The following three paragraphs open the chapter in Pickwick entitled "A Pleasant Day, with an unpleasant Termination," which tells of the autumn hunting party that ends with the leader of the Pickwickians rescued from the local dog pound. Each of the three paragraphs has a different style and tone. Why?

THE birds, who, happily for their own peace of mind and personal comfort, were in blissful ignorance of the preparations which had been making to astonish them, on the first of September, hailed it no doubt, as one of the pleasantest mornings they had seen that season. Many a young partridge who strutted complacently among the stubble, with all the finicking coxcombry of youth, and many an older one who watched his levity out of his little round eye, with the contemptuous air of a bird of wisdom and experience, alike unconscious of their approaching doom, basked in the fresh morning air with lively and blithesome feelings, and a few hours afterwards were laid low upon the earth. But we grow affecting: let us proceed.

In plain common-place matter-of-fact, then, it was a fine morning — so fine that you would scarcely have believed that the few months of an English summer had yet flown by. Hedges, fields, and trees, hill and moorland, presented to the eye their ever-varying shades of deep rich green; scarce a leaf had fallen, scarce a sprinkle of yellow mingled with the hues of summer warned you that autumn had begun. The sky was cloudless, the sun shone out bright and warm; the songs of birds, and hum of myriads of summer insects, filled the air; and the cottage gardens, crowded with flowers of every rich and beautiful tint, sparkled, in the heavy dew, like beds of glittering jewels. Everything bore the stamp of summer, and none of its beautiful colours had yet faded from the dye.

Such was the morning, when an open carriage, in which were three Pickwickians, (Mr. Snodgrass having preferred to remain at home,) Mr. Wardle, and Mr. Trundle, with Sam Weller on the box beside the driver, pulled up by a gate at the road-side, before which stood a tall, raw-boned gamekeeper, and a half-booted, leather-leggined boy: each bearing a bag of capacious dimensions, and accompanied by a brace of pointers. [Ch. 19, p. 245]

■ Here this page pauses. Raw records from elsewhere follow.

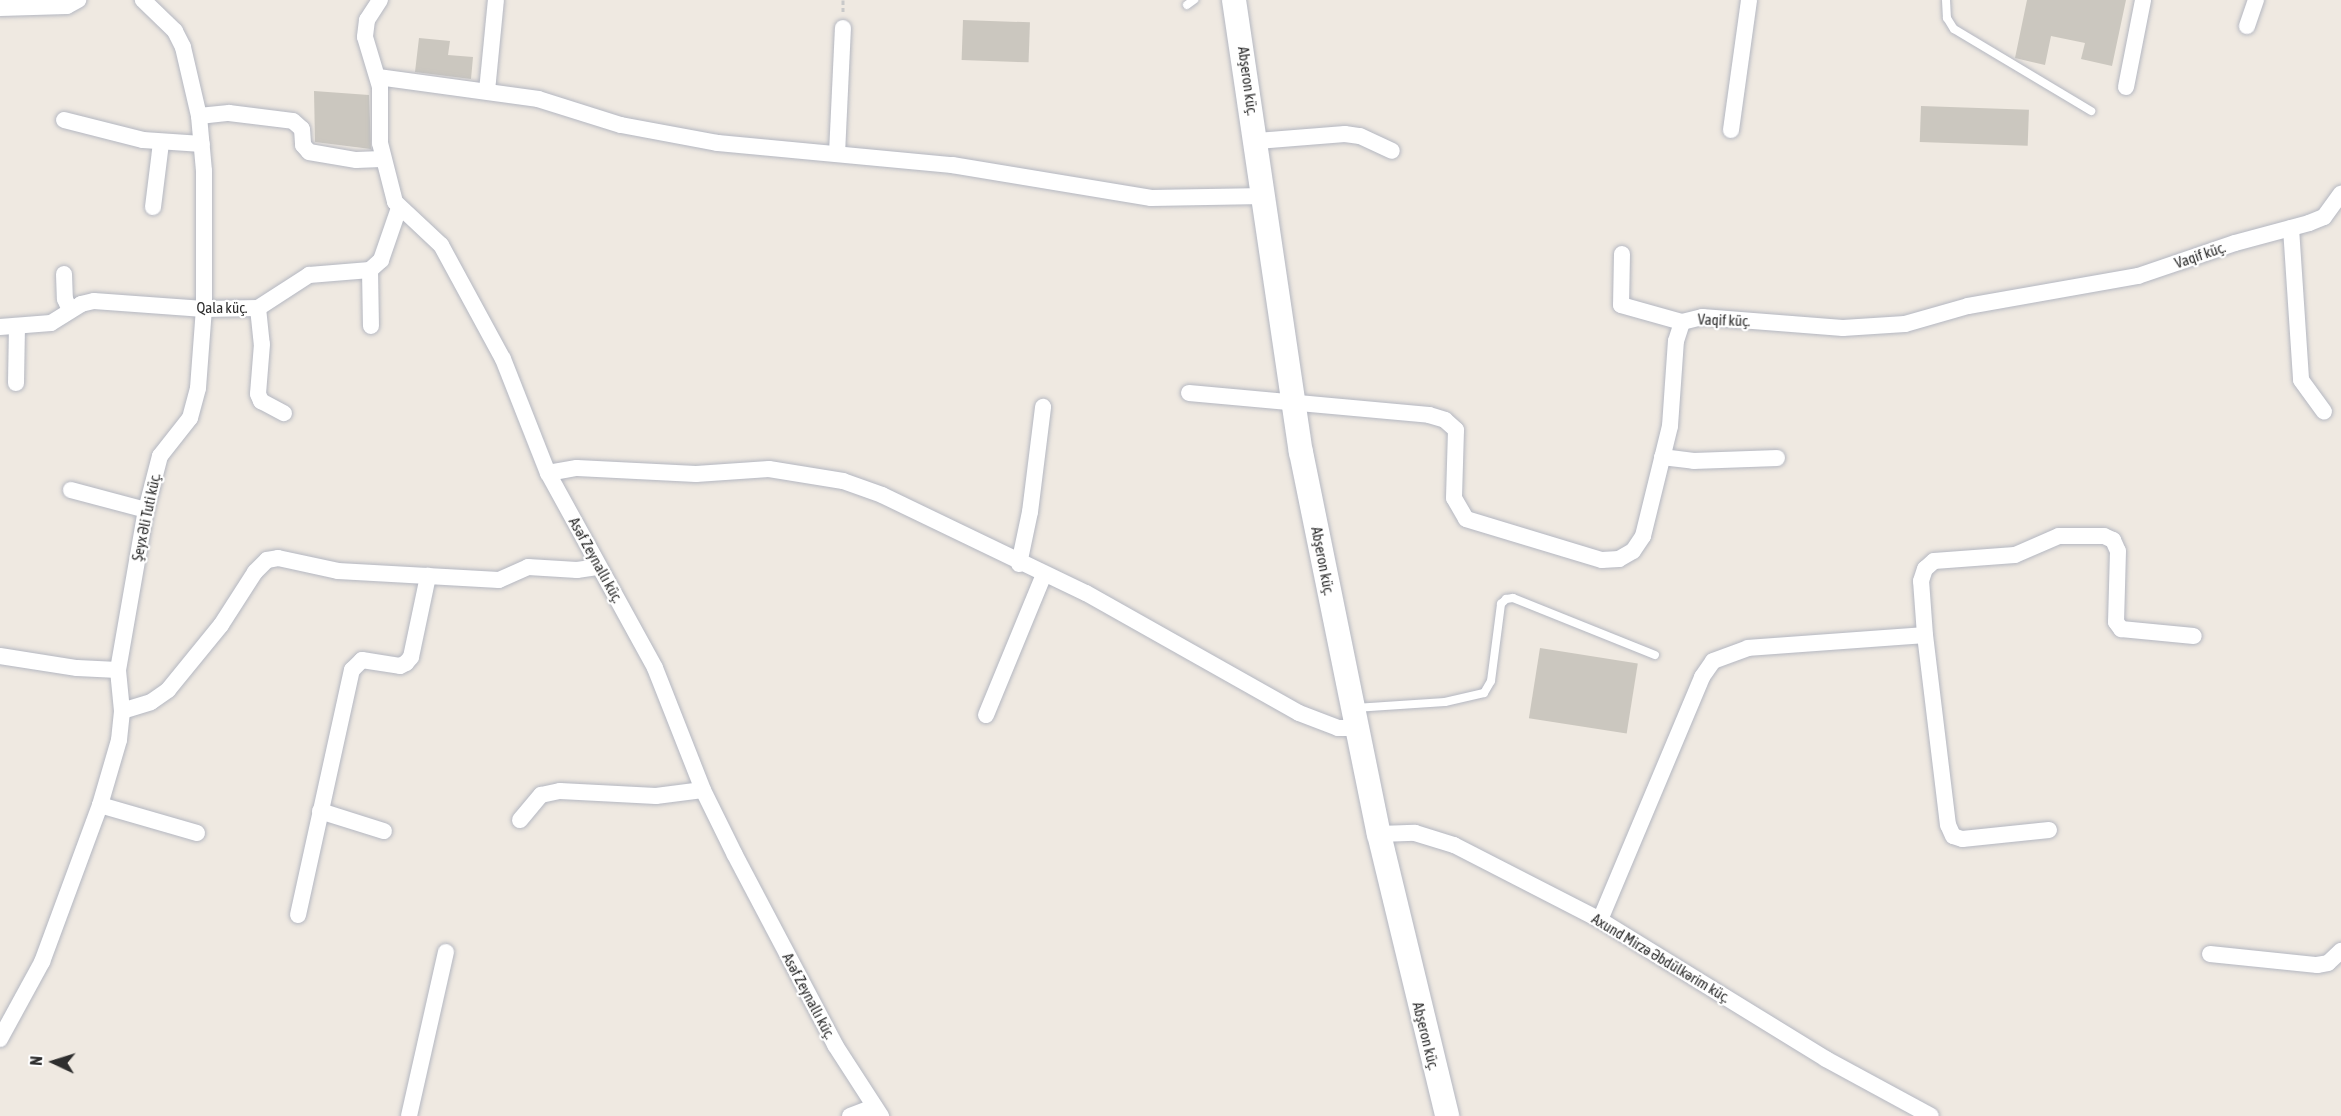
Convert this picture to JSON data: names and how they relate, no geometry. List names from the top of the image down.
{
  "streets": {
    "main road": ["Abşeron küç."],
    "street": [
      "Vaqif küç.",
      "Qala küç.",
      "Şeyx Əli Tuti küç.",
      "Asəf Zeynallı küç.",
      "Axund Mirzə Əbdülkərim küç."
    ]
  },
  "crossings": [
    ["Abşeron küç.", "Vaqif küç."],
    ["Abşeron küç.", "Axund Mirzə Əbdülkərim küç."],
    ["Qala küç.", "Şeyx Əli Tuti küç."]
  ],
  "north": "left"
}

1. What is the difference between the style and effect of the first and second paragraphs? Why does Dickens (or Dickens's narrator) shift from the first to the second, and does the second simply repeat the information in the second or offer something new?

2. Which of the paragraphs most fulfills the requirements of realism as a descriptive style?

3. One of the problems for an author of using long passages of description — whether of external settings or of characters — is that it interrupts the story-telling. How does Dickens get back to the story?


Dickens, Charles. The Posthumous Papers of the Pickwick Club. Intro. by Bernard Darwin. "The Oxford Illustrated Dickens." London: Oxford UP, 1949.